Content starts

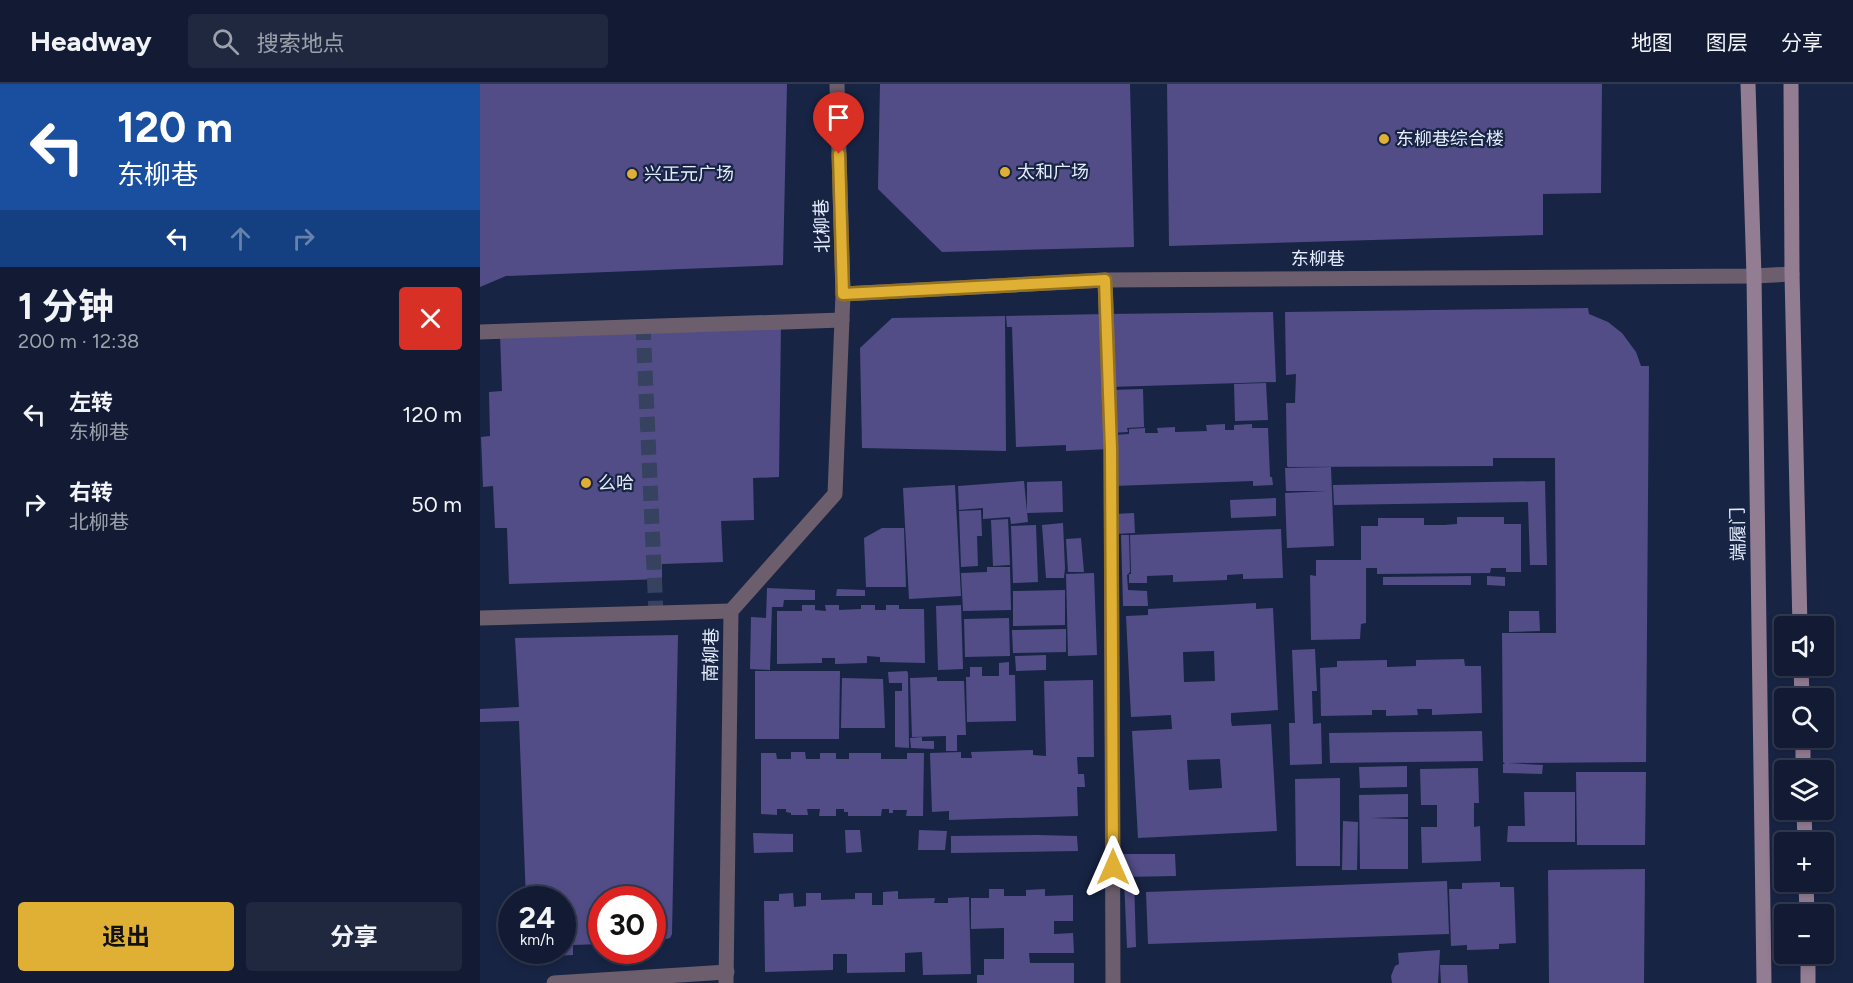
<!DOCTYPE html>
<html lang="zh">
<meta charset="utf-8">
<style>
body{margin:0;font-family:Figtree,"Noto Sans SC",sans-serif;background:#1f283f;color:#f1f3f6;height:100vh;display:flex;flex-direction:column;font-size:22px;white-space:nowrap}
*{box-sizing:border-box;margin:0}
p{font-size:20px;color:#9ca1ac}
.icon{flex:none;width:33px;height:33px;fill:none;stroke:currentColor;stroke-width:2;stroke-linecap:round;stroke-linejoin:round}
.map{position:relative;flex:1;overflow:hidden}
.details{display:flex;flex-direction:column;background:#121b33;width:480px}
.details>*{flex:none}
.hud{background:#1a4fa0;color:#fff;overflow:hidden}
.tools{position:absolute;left:1294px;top:532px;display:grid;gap:12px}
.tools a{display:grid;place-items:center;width:60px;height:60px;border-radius:6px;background:#121b33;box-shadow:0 3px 9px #0003,0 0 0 2px #31394e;font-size:30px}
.speed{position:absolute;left:18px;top:802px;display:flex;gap:12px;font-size:30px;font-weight:700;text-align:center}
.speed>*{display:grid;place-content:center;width:78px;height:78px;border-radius:50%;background:#121b33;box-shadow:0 3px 9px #0003,0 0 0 2px #31394e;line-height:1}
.speed small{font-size:15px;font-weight:400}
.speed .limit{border:9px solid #d22;background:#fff;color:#111}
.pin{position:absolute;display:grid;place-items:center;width:51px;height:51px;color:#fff;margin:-62px -26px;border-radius:50% 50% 50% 0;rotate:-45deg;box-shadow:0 0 6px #0007}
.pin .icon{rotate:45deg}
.me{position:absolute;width:66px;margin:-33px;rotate:0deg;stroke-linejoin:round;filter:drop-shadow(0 0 4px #0008)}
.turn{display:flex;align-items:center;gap:21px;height:126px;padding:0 18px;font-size:27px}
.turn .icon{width:78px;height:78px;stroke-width:2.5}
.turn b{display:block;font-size:42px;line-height:51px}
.lanes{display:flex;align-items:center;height:57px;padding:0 18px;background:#0003;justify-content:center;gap:30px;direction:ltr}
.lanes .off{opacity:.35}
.round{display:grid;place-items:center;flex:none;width:63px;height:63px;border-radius:6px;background:#1f283f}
.overview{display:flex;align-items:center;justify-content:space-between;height:102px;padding:0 18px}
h1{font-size:36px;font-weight:700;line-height:45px}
.cta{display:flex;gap:12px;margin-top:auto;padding:12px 18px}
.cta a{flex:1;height:69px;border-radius:6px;background:#e0b034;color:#111;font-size:24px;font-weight:700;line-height:69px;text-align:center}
.cta a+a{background:#1f283f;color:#f1f3f6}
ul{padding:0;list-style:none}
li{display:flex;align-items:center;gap:18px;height:90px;padding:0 18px}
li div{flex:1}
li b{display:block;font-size:22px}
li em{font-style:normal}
header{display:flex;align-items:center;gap:36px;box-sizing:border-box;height:84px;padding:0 30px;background:#121b33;border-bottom:2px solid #31394e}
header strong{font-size:28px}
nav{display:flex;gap:33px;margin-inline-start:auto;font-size:21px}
.search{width:420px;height:54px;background:#1f283f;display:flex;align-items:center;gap:15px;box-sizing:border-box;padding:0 21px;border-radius:6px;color:#9ca1ac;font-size:22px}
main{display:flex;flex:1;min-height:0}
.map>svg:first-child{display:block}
</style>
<header>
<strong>Headway</strong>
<div class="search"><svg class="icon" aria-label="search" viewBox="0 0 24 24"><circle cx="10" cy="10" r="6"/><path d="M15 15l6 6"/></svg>搜索地点</div>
<nav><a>地图</a><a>图层</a><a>分享</a></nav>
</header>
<main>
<section class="details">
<div class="hud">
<div class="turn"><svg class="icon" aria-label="left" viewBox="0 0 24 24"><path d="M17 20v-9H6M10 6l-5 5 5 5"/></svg><div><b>120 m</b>东柳巷</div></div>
<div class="lanes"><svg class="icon" aria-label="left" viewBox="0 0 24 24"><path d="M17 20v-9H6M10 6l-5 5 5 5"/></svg><svg class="icon off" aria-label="ahead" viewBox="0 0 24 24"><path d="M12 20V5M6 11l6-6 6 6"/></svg><svg class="icon off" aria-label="right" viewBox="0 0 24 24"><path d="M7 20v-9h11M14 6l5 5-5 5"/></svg></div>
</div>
<div class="overview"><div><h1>1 分钟</h1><p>200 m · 12:38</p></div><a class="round" style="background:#d93025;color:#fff"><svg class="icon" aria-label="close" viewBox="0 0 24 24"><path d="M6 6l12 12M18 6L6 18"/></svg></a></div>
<ul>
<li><svg class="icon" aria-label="left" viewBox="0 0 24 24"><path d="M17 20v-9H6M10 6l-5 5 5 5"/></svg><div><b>左转</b><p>东柳巷</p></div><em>120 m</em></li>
<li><svg class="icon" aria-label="right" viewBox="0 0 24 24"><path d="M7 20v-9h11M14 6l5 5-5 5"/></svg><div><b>右转</b><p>北柳巷</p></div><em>50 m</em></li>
</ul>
<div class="cta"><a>退出</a><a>分享</a></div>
</section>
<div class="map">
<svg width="1373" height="899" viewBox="0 0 1373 899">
<rect width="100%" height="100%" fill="#182444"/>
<g fill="#524d87" fill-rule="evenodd">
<polygon points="0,0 307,0 303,181 26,192 0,203"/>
<polygon points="400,0 650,0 654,163 462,168 398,105"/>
<polygon points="687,0 1122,0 1121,109 1063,110 1063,151 689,162"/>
<polygon points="1108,224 1109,230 1128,238 1142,249 1156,268 1161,282 1169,282 1166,678 1028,679 1063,681 1062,690 1023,689 1023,680 1025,680 1023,678 1022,549 1076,549 1075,374 1013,374 1013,382 808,383 807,382 806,319 815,319 816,290 806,291 805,228"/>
<polygon points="793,228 796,298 630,303 627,230"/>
<polygon points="626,230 630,365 586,367 586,361 536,363 532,243 527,243 526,232"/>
<polygon points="525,232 526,367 382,364 380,264 412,234"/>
<polygon points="301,240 299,393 273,394 274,436 241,437 243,478 182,480 182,495 29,500 27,444 15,444 13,402 3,403 1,353 10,352 9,308 22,307 20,250"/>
<polygon points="786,299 788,336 755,337 754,300"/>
<polygon points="663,305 664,343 647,344 648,348 632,349 630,306"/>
<polygon points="745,340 745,346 754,346 754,341 772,340 772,344 788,344 790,393 792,393 793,401 773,402 773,397 633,402 632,351 649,350 649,345 665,344 665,349 678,349 677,344 695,343 695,348 727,347 726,341"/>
<polygon points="851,383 854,462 807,464 805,409 847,407 806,407 805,384"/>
<polygon points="544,397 548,438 531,440 530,433 503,435 503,424 479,426 478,402"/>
<polygon points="582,397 583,428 547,429 547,398"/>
<polygon points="1065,397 1067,481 1050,481 1048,418 854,421 853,401"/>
<polygon points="475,401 481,512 429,515 423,404"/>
<polygon points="796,414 796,432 751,434 750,416"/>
<polygon points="501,426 502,452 497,452 498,482 481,483 479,427"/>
<polygon points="654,429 655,449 635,450 634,430"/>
<polygon points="977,433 1024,433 1024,440 1041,440 1041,488 1026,488 1026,484 1011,484 1010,489 897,490 897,484 886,484 886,539 881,540 880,555 831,556 830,491 836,492 836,476 881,476 881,442 898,442 898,434 944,434 944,441 964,441 977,440"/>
<polygon points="528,435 530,481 513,482 511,436"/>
<polygon points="583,439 585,484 584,494 566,494 562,441"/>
<polygon points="556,441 558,498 533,499 531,442"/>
<polygon points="402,444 424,444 426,503 386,503 384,454"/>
<polygon points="801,445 803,494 763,495 763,490 747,491 747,496 693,498 693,491 667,492 667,499 649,499 649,490 651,490 650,451"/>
<polygon points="641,451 649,451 650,488 647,491 648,506 667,507 668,522 643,522"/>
<polygon points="601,454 604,488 588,488 586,455"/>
<polygon points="507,483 530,483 531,526 483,527 481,489 507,488"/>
<polygon points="614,489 617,571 588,572 586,490"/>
<polygon points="991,492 991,501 903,501 903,493"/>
<polygon points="1007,492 1025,493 1025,502 1007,501"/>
<polygon points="287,504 335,506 335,516 304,516 303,523 292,523 290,586 270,585 271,533 286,534"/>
<polygon points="357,505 385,506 385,512 356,512"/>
<polygon points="585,506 585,541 533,542 533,507"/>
<path d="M 776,519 L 776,525 L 793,524 L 798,626 L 751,629 L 751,637 L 752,642 L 791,640 L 797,747 L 658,754 L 652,647 L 692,645 L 691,631 L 651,633 L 646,532 L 668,531 L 668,525 ZM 734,567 L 735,597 L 704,598 L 703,568 ZM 740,675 L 742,704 L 709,706 L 707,676 Z"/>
<polygon points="322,521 335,521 335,526 346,527 345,521 359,521 359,526 381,525 381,521 395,521 395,526 406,526 406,521 419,521 419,525 444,525 445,579 400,578 400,573 387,572 387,579 355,580 355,574 342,574 342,579 297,580 297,527 322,527"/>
<polygon points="481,521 483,585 458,586 456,522"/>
<polygon points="1029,527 1059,527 1060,547 1029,548"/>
<polygon points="529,534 530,572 485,573 484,535"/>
<polygon points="586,545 586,568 533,569 532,546"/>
<polygon points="198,551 192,850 190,854 172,858 172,816 122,816 122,860 93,861 93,871 48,873 48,867 82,867 82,816 46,816 39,637 0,638 0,625 39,623 35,554"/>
<polygon points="835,565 837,607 832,607 833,640 841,639 842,680 810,681 809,639 815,639 812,566"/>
<polygon points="566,571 566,586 536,587 535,572"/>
<polygon points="984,575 985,582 1001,582 1002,629 952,631 952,625 937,625 938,631 906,632 906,626 892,626 892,631 841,632 840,584 857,583 857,577 907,576 907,583 936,582 936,576"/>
<polygon points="529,578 529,591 535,591 536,637 487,638 486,593 490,593 490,583 502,583 502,592 519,592 519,579"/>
<polygon points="275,587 360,587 359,655 275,655"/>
<polygon points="427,587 428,589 429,664 415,663 415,607 422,607 422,599 409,599 408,588"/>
<polygon points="457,593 457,597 484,597 486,651 477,651 477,667 466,667 466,652 432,653 430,594"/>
<polygon points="362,594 403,595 405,644 361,644"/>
<polygon points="613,596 614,673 597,673 598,690 604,690 605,703 597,703 598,732 469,736 469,727 452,728 450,669 481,668 481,674 492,674 491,668 553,666 553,671 566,672 564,597"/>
<polygon points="1002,647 1003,677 850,679 849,649"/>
<polygon points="442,653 442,657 454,657 454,665 431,664 430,654"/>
<polygon points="311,668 325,668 326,675 340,675 340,669 356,669 356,675 369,675 369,669 401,669 401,675 427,675 427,669 444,669 443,732 426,732 427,726 413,726 413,729 409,729 409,725 402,725 401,732 368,732 368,728 364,728 364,725 356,725 356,732 339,732 340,725 327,725 328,731 311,731 311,729 306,728 306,725 297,725 297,731 281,730 281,669 296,669 297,675 311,675"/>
<polygon points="927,682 927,703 880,704 879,683"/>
<polygon points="998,684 999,719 994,719 994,743 1000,742 1001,777 942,779 941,743 957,743 957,721 941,721 940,685"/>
<polygon points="1096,688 1166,688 1165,761 1097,761"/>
<polygon points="860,694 860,782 816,782 815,695"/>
<polygon points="1044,708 1095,708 1095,758 1027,758 1028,742 1045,742"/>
<polygon points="928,710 928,733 890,734 928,735 928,785 880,785 879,711"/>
<polygon points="863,737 878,738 877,786 862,786"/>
<polygon points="365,746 380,746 382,768 366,769"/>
<polygon points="439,746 467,747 465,766 438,766"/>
<polygon points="273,749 313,750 313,768 274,769"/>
<polygon points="558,751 597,752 598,767 471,769 471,752"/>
<polygon points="643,770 695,770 696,792 643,793"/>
<polygon points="1165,785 1164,899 1069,899 1068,787 1069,786"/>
<polygon points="654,794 656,863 647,864 644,795"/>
<polygon points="967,797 969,850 668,860 666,808"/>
<polygon points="1020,798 1020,803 1034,803 1036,859 1019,860 1019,865 987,866 987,861 971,862 969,805 982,805 982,799"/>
<polygon points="509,805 524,805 524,812 546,812 546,806 565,805 565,812 593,811 593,837 574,837 574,850 593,849 594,869 549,869 550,879 594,879 594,899 497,899 497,891 504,891 504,875 524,875 524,844 491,845 491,814 509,814"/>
<polygon points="418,807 418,815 455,814 454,819 468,819 468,814 489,813 491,890 443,891 442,868 425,869 425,888 367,889 367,870 353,870 353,886 285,888 284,817 299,817 299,810 313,809 314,823 326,822 326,809 341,809 341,816 375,815 375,809 392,809 392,821 403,821 403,808"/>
<polygon points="960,866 958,899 912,899 911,892 915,882 919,880 918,869"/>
<polygon points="960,881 987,881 988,899 961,899"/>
</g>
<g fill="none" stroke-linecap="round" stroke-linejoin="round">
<polyline stroke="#364260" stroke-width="15" stroke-dasharray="15 8" stroke-linecap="butt" points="163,241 176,529"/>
<g stroke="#6c5e6c" stroke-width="15">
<polyline points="625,196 631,365 633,899"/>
<polyline points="363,210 625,196 1274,192 1312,190"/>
<polyline points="0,248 362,236"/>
<polyline points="0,534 251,527"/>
<polyline points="74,899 247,888"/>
<polyline points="246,899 251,527 355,410 363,210 357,0"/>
</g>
<g stroke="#937d93" stroke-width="15">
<polyline points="1268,0 1274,192 1284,899"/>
<polyline points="1311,0 1312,190 1320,543"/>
<polyline points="1321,582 1322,615"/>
<polyline points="1323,654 1323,687"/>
<polyline points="1324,726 1325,759"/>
<polyline points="1326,798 1327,831"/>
<polyline points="1328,870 1328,899"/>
</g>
</g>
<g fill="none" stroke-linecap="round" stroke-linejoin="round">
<defs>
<polyline id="route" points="359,70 363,210 625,196 631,365 633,783"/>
</defs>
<use href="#route" stroke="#927222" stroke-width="15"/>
<use href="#route" stroke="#e0b034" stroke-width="10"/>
</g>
<g fill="#e0b034" stroke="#182444" stroke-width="2">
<circle cx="904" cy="55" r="6"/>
<circle cx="525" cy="88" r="6"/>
<circle cx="152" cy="90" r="6"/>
<circle cx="106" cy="399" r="6"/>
</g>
<g text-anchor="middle" stroke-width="4.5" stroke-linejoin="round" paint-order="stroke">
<g font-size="18" fill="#e3ebfc" stroke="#182444" text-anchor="start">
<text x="916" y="61">东柳巷综合楼</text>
<text x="537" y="94">太和广场</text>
<text x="164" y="96">兴正元广场</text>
<text x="118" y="405">么哈</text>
</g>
<g font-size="18" fill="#e3ebfc" stroke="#182444">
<text transform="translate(342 142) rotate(-92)" y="6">北柳巷</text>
<text x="838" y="181">东柳巷</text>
<text transform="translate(1258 450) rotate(-91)" y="6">端履门</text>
<text transform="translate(231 571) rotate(-89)" y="6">南柳巷</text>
</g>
</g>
</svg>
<div class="tools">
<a><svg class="icon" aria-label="sound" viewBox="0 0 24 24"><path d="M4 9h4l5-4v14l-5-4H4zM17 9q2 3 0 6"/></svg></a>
<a><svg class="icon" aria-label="search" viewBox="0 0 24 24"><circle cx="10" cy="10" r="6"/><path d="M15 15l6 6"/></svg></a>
<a><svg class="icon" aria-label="layers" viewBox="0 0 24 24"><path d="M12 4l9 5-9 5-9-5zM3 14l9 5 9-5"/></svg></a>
<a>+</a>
<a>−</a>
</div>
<div class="speed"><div>24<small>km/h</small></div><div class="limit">30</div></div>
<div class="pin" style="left:359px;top:70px;background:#d93025"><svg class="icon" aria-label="arrive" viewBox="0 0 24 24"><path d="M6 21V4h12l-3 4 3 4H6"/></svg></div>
<svg class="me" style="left:633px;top:783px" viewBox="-20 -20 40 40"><path d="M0-17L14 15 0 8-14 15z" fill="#e0b034" stroke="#fff" stroke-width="4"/></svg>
</div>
</main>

Content ends

** DIRECTIONS **
A single number is the whole answer: report how many lines in the data above include the word "details".

** EXERCISE ANSWER **
3